Bedford is a city in Taylor County, Iowa, United States. The population was 1,508 at the 2020 census. It is the county seat of Taylor County. Lake of Three Fires State Park is located several miles northeast of Bedford.

==History==
The community is believed to have gotten its name from Thomas J. Bedford, who was the first west bound Pony Express rider to deliver the mail on its final leg from Benicia, California to Oakland, California on April 23, 1861. Bedford is believed to have operated Bedfords Store and Trading Post in 1848 within the city limits. He moved to California later that year, in the California Gold Rush.

The community was called "Grove" when a post office was established on June 30, 1855. On June 24, 1856 it was changed to Bedford.
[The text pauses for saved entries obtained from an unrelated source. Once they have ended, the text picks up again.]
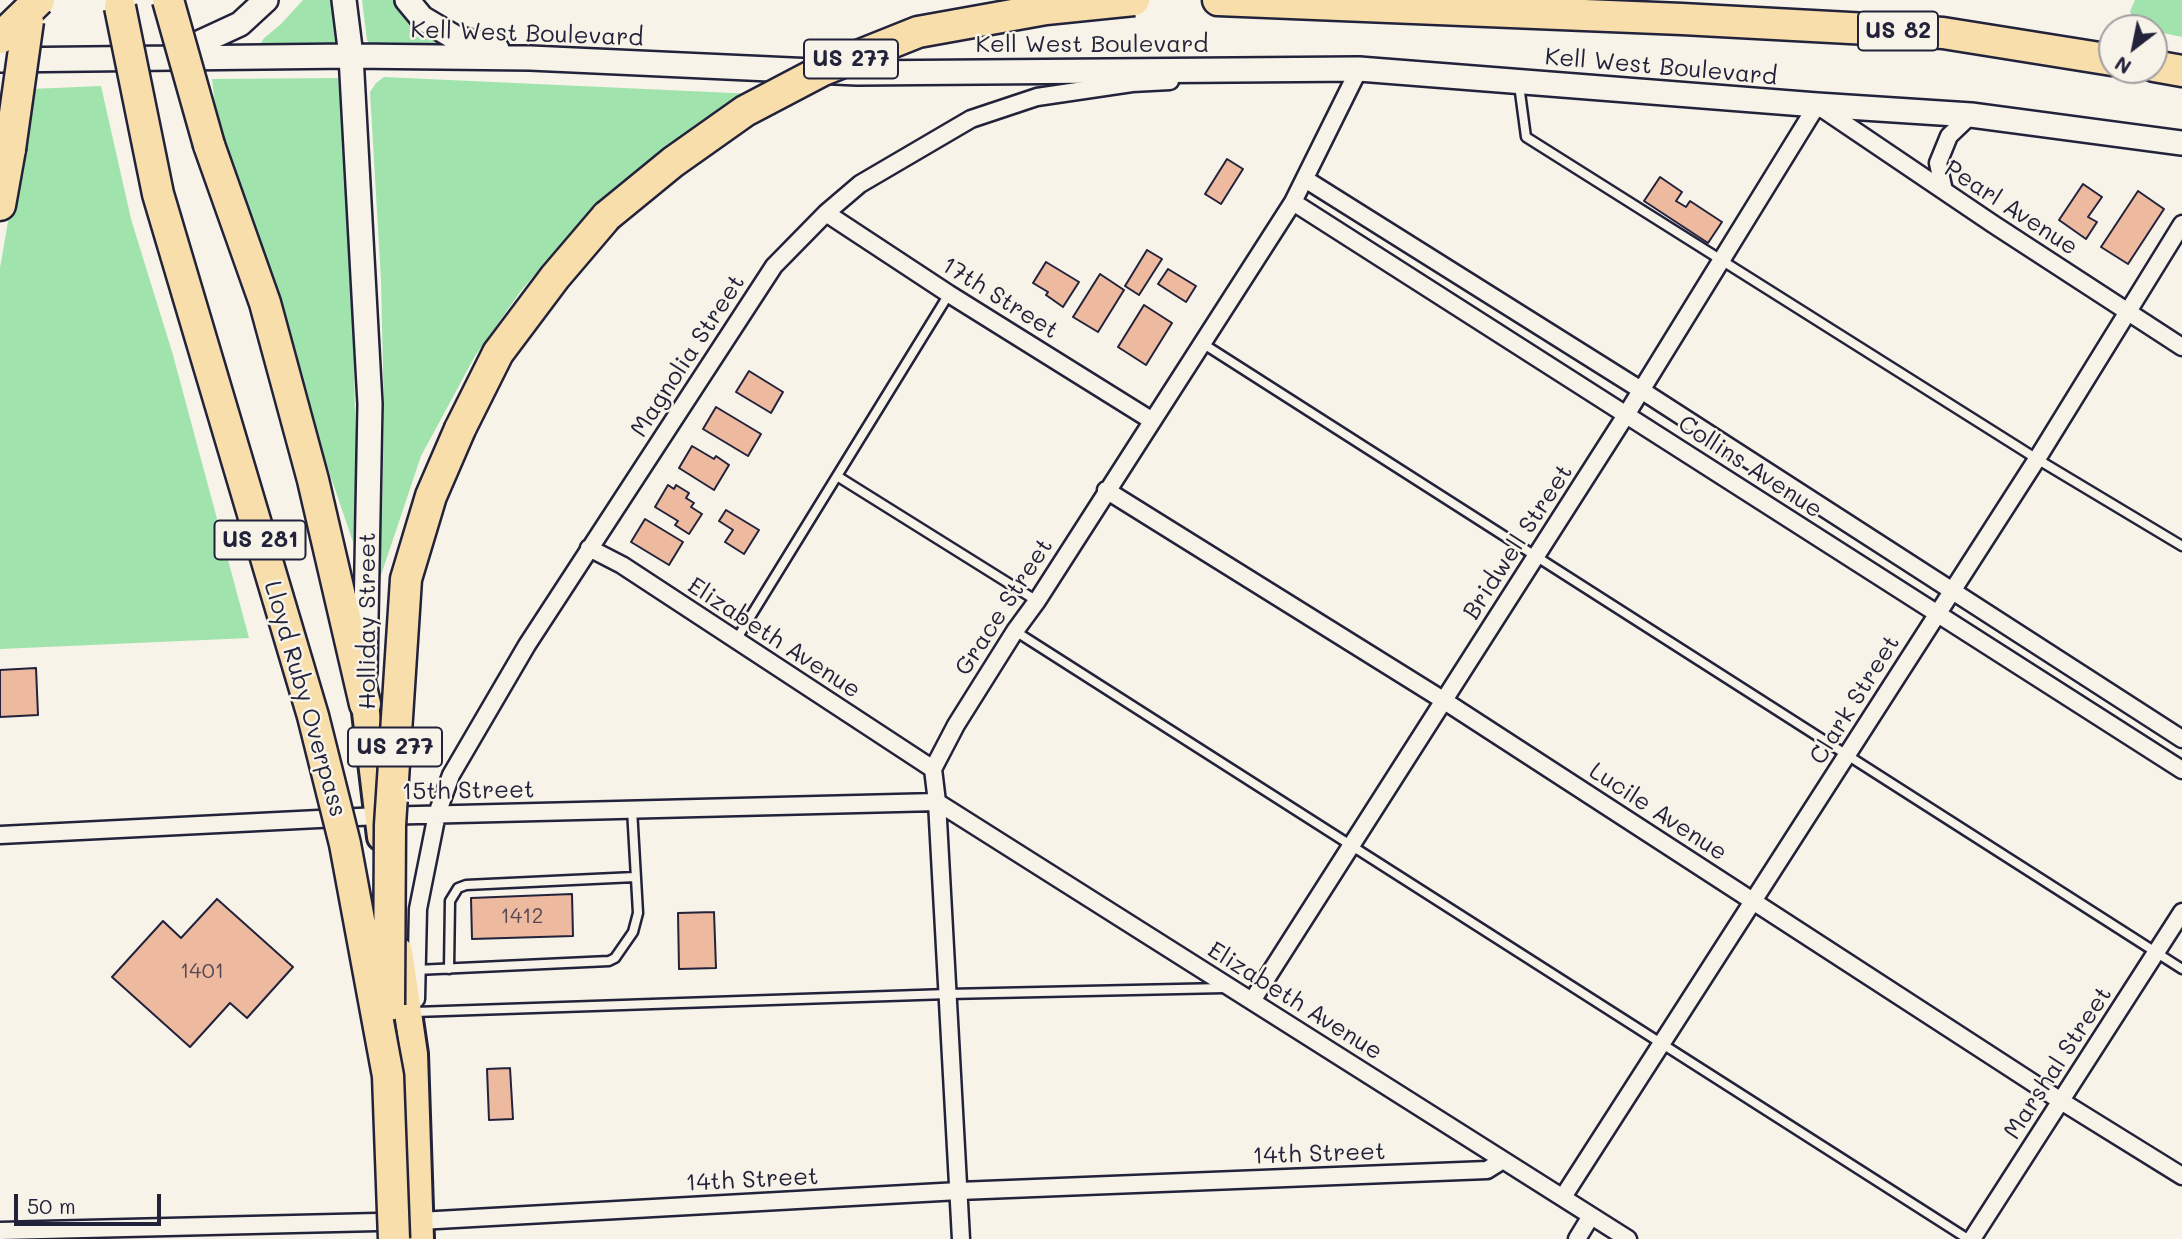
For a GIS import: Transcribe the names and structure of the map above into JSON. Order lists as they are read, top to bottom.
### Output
{
  "streets": {
    "highway": [
      "US 82",
      "US 277",
      "US 281",
      "Lloyd Ruby Overpass"
    ],
    "main road": ["Kell West Boulevard", "Holliday Street"],
    "street": [
      "Pearl Avenue",
      "17th Street",
      "Magnolia Street",
      "Collins Avenue",
      "Bridwell Street",
      "Grace Street",
      "Elizabeth Avenue",
      "Clark Street",
      "15th Street",
      "Lucile Avenue",
      "Marshal Street",
      "14th Street"
    ]
  },
  "crossings": [
    ["Kell West Boulevard", "Pearl Avenue"],
    ["Kell West Boulevard", "Magnolia Street"],
    ["Kell West Boulevard", "Bridwell Street"],
    ["Kell West Boulevard", "Grace Street"],
    ["Kell West Boulevard", "Holliday Street"],
    ["US 277", "Lloyd Ruby Overpass"],
    ["Pearl Avenue", "Bridwell Street"],
    ["Pearl Avenue", "Clark Street"],
    ["17th Street", "Magnolia Street"],
    ["17th Street", "Grace Street"],
    ["Magnolia Street", "Grace Street"],
    ["Magnolia Street", "Holliday Street"],
    ["Magnolia Street", "Elizabeth Avenue"],
    ["Magnolia Street", "15th Street"],
    ["Collins Avenue", "Bridwell Street"],
    ["Collins Avenue", "Grace Street"],
    ["Collins Avenue", "Clark Street"],
    ["Bridwell Street", "Elizabeth Avenue"],
    ["Bridwell Street", "Lucile Avenue"],
    ["Grace Street", "Elizabeth Avenue"],
    ["Grace Street", "Lucile Avenue"],
    ["Holliday Street", "15th Street"],
    ["Holliday Street", "14th Street"],
    ["Elizabeth Avenue", "Clark Street"],
    ["Elizabeth Avenue", "15th Street"],
    ["Elizabeth Avenue", "14th Street"],
    ["Clark Street", "Lucile Avenue"],
    ["Lucile Avenue", "Marshal Street"]
  ],
  "house_numbers": ["1412", "1401"],
  "scale_bar": "50 m",
  "north": "bottom left"
}
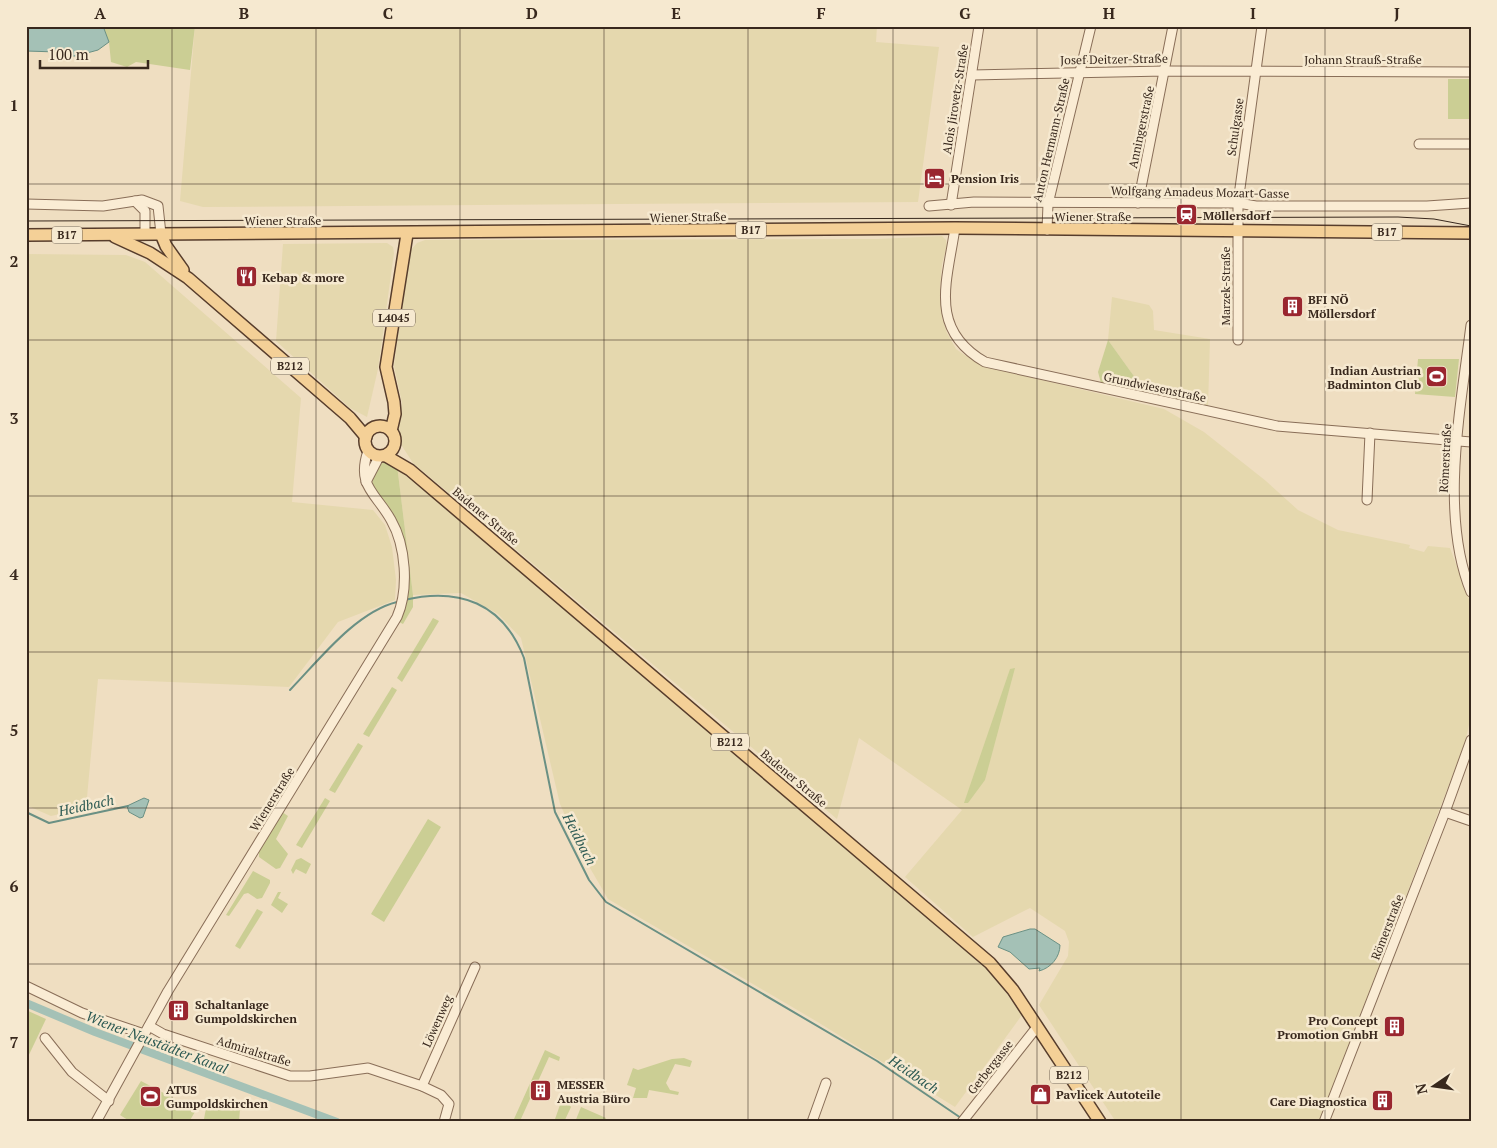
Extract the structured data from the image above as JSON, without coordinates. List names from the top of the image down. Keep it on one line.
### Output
{"streets":{"main road":["Wiener Straße","B17","L4045","B212","Badener Straße"],"street":["Josef Deitzer-Straße","Johann Strauß-Straße","Alois Jirovetz-Straße","Anningerstraße","Schulgasse","Anton Hermann-Straße","Wolfgang Amadeus Mozart-Gasse","Marzek-Straße","Grundwiesenstraße","Römerstraße","Wienerstraße","Löwenweg","Admiralstraße","Gerbergasse"]},"crossings":[["Josef Deitzer-Straße","Johann Strauß-Straße"],["Josef Deitzer-Straße","Alois Jirovetz-Straße"],["Josef Deitzer-Straße","Anningerstraße"],["Josef Deitzer-Straße","Schulgasse"],["Josef Deitzer-Straße","Anton Hermann-Straße"],["Johann Strauß-Straße","Schulgasse"],["Alois Jirovetz-Straße","Wolfgang Amadeus Mozart-Gasse"],["Anningerstraße","Wolfgang Amadeus Mozart-Gasse"],["Schulgasse","Wolfgang Amadeus Mozart-Gasse"],["Schulgasse","Wiener Straße"],["Schulgasse","Marzek-Straße"],["Anton Hermann-Straße","Wolfgang Amadeus Mozart-Gasse"],["Anton Hermann-Straße","Wiener Straße"],["Wiener Straße","Marzek-Straße"],["Wiener Straße","L4045"],["Wiener Straße","B212"],["Wiener Straße","Grundwiesenstraße"],["L4045","B212"],["B212","Badener Straße"],["Grundwiesenstraße","Römerstraße"],["Badener Straße","Wienerstraße"],["Badener Straße","Gerbergasse"],["Wienerstraße","Admiralstraße"],["Löwenweg","Admiralstraße"]],"water":["Heidbach","Wiener Neustädter Kanal"],"places":{"hotel":["Pension Iris"],"station":["Möllersdorf"],"restaurant":["Kebap & more"],"building":["BFI NÖ Möllersdorf","Schaltanlage Gumpoldskirchen","Pro Concept Promotion GmbH","MESSER Austria Büro","Care Diagnostica"],"sports":["Indian Austrian Badminton Club","ATUS Gumpoldskirchen"],"shop":["Pavlicek Autoteile"]},"scale_bar":"100 m","north":"left","grid":{"columns":["A","B","C","D","E","F","G","H","I","J"],"rows":["1","2","3","4","5","6","7"]}}
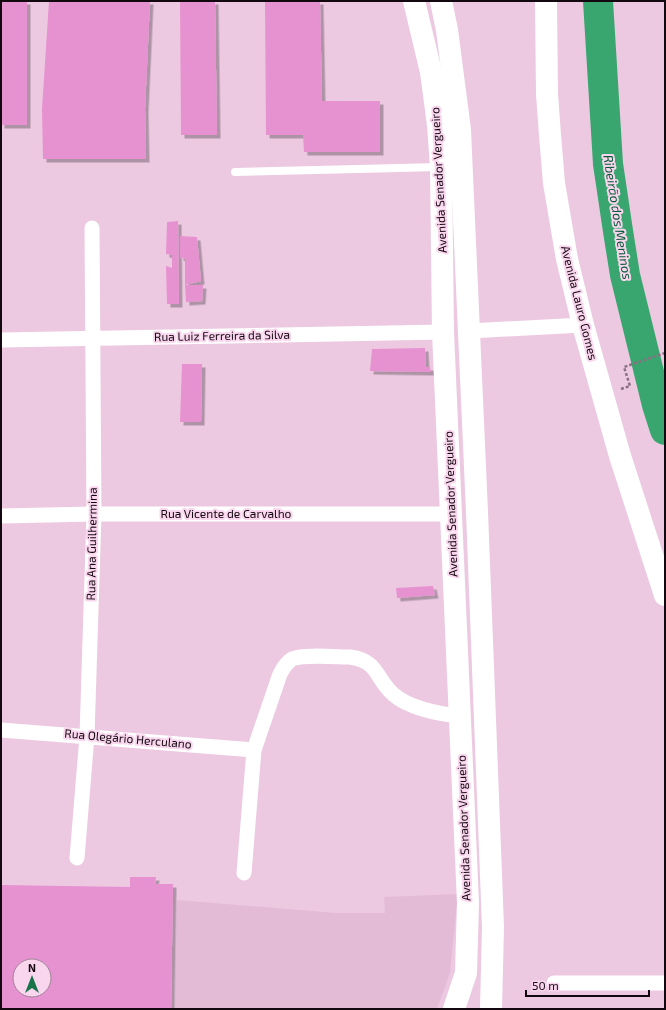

Other histories have noted possible other sources of the name:

- Bedford in England (possible original home of early settlers)
- Bedford, Indiana (reputed home of the surveyor)
- Bedford, Pennsylvania (reputed home of a "government engineer")

The community was formally established as the county seat of Taylor County by a legislative act in 1853. The town was formally laid out on lots sold on July 4, 1853 (which at the time identified the community as "Bedforde"). According to town legend, a barrel of whiskey was placed on the grounds and lots sold for $10 to $20 - although none of the lots were paid for at the time.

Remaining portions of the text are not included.